Moreover, as stated in her contract of appointment, the Appellant’s service as a school-teacher would be governed by the relevant Laws and Regulations of the Greek Communal [*301] Chamber and by any directives, circulars or other orders of the education authorities.

Viewed in its proper context, the appointment of the Appellant cannot be treated as anything other than a matter within the realm of public Law; the fact that it was made on contract cannot alter its essential nature; this was not a case of a contract entered into between Government and an individual in such circumstances as to render the relationship thus created one of private Law.

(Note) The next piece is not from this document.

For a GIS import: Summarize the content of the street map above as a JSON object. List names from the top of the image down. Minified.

It follows, therefore, that a recourse under Article 146 did lie in this case.

As the learned trial Judge, who decided the case in the first instance, dismissed it for lack of jurisdiction, without dealing with the merits of the complaint of the Appellant, it is now up to this Court to proceed to decide thereon:

It is common ground that no decision of any organ has been traced, on the basis of which there was written to the Appellant the letter of the 31st May, 1965, terminating her services; it must be, therefore, that the Director of Education, who wrote that letter, acted on his own initiative.

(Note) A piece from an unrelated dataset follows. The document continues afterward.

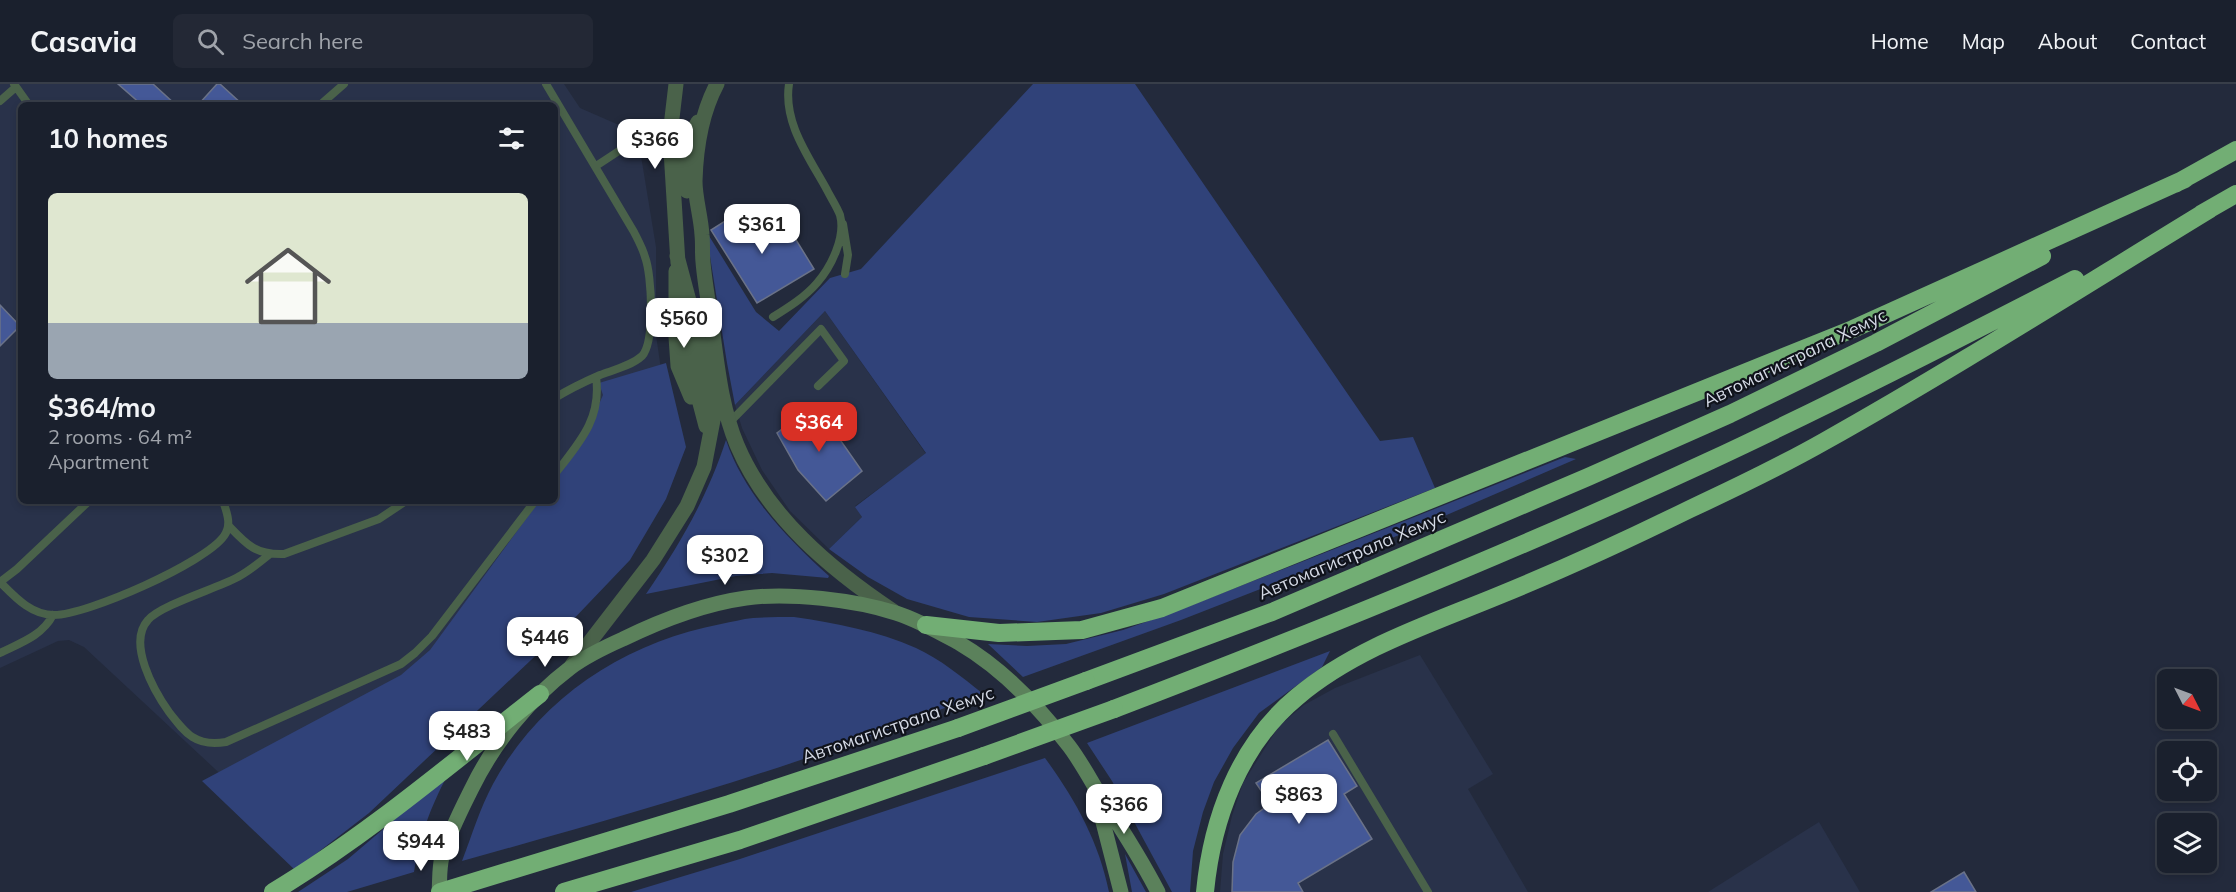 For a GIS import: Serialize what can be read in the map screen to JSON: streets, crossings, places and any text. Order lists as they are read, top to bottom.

But, at the material time, the only organ which was competent to decide regarding the termination of the services of the Appellant, on the basis of the legislation in force-see The Greek Communal Chamber (Transfer of Competence) and Ministry of Education Law, 1965, (Law 12/65) and particularly sections 7 and 8 thereof-was the Educational Service Committee in the Ministry of Education; and such Committee was never called up to deal with the matter in question.

The termination, therefore, of her services was made in an invalid manner and consequently she is entitled to succeed in the recourse which she has made against such termination; in the result the sub judice act of termination of her services is declared to be null and void and of no effect whatsoever.

As counsel for the Appellant has stated that he does not claim any costs there is no need to make an order for costs; the appeal should, therefore, be allowed without any order as to costs.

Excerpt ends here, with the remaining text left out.